IN RESTAURANT REVIEWS, WINE IS CHOPPED LIVER

Because Food People Know Less About Wine

Than Wine People Know About Food


By Alan Goldfarb

Jan. 26, 2024

I’m sick of it, I tell ya! After having scrolled through 2½ months of the L.A. Times’ food section, I didn’t see one mention, not one article, not one picture, not one tasting note. Nothing about wine.

Damn it! I’m tired writing about why it is that in almost every restaurant review in every newspaper and magazine, there is hardly any mention of wine? Is wine chopped liver?

Whatever the hell happened to the notion and the practice of pairing wine with food? To my mind, wine & food are inextricably linked. You can’t have one without the other. I don’t hardly eat a meal without wine. I don’t like to stand up and sip wine at a cocktail party. I want my wine with food.

And I know the reason why you might gag on your food in a restaurant without having a wine to wash it down. It’s because restaurant reviewers as a species don’t know much about wine. Wine is another skillset and another discipline. Everybody eats food. Not everyone drinks wine.
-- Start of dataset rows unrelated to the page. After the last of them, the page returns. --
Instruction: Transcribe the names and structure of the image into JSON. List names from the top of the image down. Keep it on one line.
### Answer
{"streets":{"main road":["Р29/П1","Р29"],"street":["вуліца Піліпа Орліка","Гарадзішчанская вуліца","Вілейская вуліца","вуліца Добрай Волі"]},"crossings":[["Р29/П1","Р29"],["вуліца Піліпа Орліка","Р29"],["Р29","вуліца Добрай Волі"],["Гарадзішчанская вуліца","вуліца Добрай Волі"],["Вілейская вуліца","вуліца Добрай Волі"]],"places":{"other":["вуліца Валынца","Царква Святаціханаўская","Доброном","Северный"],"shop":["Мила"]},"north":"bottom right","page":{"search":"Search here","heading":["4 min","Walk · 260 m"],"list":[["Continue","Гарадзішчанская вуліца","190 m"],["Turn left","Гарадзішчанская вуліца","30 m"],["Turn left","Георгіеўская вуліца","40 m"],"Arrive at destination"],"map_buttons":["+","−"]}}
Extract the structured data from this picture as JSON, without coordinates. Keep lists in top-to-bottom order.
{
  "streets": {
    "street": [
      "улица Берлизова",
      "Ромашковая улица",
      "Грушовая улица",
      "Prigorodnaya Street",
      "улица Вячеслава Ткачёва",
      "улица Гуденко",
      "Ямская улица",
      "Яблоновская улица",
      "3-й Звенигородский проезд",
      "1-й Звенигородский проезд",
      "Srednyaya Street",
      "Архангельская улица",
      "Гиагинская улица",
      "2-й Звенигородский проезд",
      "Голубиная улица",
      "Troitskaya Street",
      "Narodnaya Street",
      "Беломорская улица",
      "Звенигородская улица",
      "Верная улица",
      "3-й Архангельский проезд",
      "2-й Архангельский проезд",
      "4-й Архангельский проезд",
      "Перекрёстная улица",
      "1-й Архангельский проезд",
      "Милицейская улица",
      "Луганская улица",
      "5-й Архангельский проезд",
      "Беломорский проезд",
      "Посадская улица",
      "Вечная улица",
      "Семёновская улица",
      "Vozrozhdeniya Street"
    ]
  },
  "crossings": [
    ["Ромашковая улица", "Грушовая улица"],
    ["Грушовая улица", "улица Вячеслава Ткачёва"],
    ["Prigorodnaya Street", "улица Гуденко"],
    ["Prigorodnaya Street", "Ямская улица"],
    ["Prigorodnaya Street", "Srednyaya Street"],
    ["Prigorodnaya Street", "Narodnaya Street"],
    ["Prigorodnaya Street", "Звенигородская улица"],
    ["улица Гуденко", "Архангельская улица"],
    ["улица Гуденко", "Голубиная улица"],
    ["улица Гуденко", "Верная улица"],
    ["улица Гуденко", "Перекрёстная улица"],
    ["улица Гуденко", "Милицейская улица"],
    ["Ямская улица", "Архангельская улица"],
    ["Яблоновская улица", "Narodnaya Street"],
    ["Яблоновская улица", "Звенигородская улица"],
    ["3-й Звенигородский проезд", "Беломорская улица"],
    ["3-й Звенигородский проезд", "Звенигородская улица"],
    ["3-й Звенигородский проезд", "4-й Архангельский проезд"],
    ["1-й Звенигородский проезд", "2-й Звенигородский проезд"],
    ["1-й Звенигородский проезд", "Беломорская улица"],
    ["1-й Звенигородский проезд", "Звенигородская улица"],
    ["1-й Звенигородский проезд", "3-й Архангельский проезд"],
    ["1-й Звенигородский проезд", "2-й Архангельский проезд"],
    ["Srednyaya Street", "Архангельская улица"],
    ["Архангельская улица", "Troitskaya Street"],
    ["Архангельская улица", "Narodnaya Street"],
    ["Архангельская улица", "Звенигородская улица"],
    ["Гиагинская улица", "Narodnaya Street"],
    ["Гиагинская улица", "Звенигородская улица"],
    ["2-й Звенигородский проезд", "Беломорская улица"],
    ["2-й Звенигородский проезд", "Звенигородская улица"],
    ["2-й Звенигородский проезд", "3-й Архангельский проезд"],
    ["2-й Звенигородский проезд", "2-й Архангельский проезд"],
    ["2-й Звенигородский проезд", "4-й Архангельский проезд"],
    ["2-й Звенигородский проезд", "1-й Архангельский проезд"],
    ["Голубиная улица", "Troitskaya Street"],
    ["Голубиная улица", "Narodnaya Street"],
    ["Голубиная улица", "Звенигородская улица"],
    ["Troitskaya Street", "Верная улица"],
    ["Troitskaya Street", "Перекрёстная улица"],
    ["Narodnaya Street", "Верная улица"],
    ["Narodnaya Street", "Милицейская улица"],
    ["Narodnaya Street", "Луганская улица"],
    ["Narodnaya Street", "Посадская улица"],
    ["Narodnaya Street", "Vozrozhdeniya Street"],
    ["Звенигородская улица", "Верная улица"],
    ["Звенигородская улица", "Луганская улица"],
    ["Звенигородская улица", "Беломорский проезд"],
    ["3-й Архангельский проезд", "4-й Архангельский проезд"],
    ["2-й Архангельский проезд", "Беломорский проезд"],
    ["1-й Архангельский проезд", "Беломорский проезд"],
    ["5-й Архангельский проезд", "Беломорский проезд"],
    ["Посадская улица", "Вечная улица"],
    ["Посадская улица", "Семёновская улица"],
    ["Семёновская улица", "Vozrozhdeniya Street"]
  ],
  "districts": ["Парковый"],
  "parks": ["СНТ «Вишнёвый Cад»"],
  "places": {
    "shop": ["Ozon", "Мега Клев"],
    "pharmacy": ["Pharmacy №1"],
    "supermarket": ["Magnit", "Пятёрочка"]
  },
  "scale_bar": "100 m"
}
Which has led me to conclude throughout my long career: Food people know less about wine than wine people know about food. We wine folk study food as much as we do wine. Our raison d’être is to achieve affinity with food; to pair wine with food. We know what it takes to strike a pleasing balance between a sip of wine and a bite of food. And we have a pretty good idea which food and/or wine will tip that delicate balance.

At best, restaurant reviewers give short shrift to wine when writing about food. The color of the walls are more important than the color of the wine. And we all have heard for years, the rumor on the street of the then well-known veteran restaurant critic who – to his credit, had a sidebar about a restaurant’s wine program. But he didn’t actually write about wine(!); farming it out to a wine-knowledgeable friend, although the reviewer’s byline was at the bottom of the wine box.

Why, over the last 10 years or so, cocktails and beer have gotten more attention than does wine? Is it because booze and brews are easier to understand and therefore more familiar? If that’s the case, and I believe it is, we have continually failed at educating the consumer about wine.

Sure, when we begin to tell about wine we almost always say something like wine is really just fermented grape juice and there’s nothing to be intimidated by. I myself, when I began writing a wine column in 1981, had a credo that my purpose was to “demystify” wine. Which I understand now, naively suggested that wine is indeed mystical.

We want it that way, too. We want to keep wine mysterious, unknowable and even unreachable. We love the narrative of the perception of romance and sexiness surrounding wine.  But at the same time, we talk out of the other side of our mouths of how simple, easy, and familiar wine is. It’s just grapes.

Well it’s not, really, save for those wines that have been commodified.

Price points don’t seem to be the problem any longer, either. How many $100 tequilas and mezcals have flooded the market recently?  Maybe the reason wine has always had a sustainably tough time jumping to the forefront of the drinks business is that it lacks a punch; a big kick from alcohol. Fourteen percent, fifteen percent? What’s that compared to 45 percent alcohol that aforementioned spirits boast?

But I digress. The reasons wine is often overlooked, ignored, put down as elitist, have become inexplicable to me; especially among the middle of the modern economic and social strata. I concede that I don’t know how to penetrate that iron curtain. Maybe I’m not smart enough. But I don’t think anyone else has the knowledge to break through either.

So then, let’s just keep it to ourselves (and therefore tangentially making it elite). We then can be secure in the knowledge that perhaps we know more than the average joe and jill (with tongue only half-embedded in cheek). They’re the ones who’ll be missing out. Which means more wine for us.

Selfish? I don’t think so. I can sleep at night knowing I tried.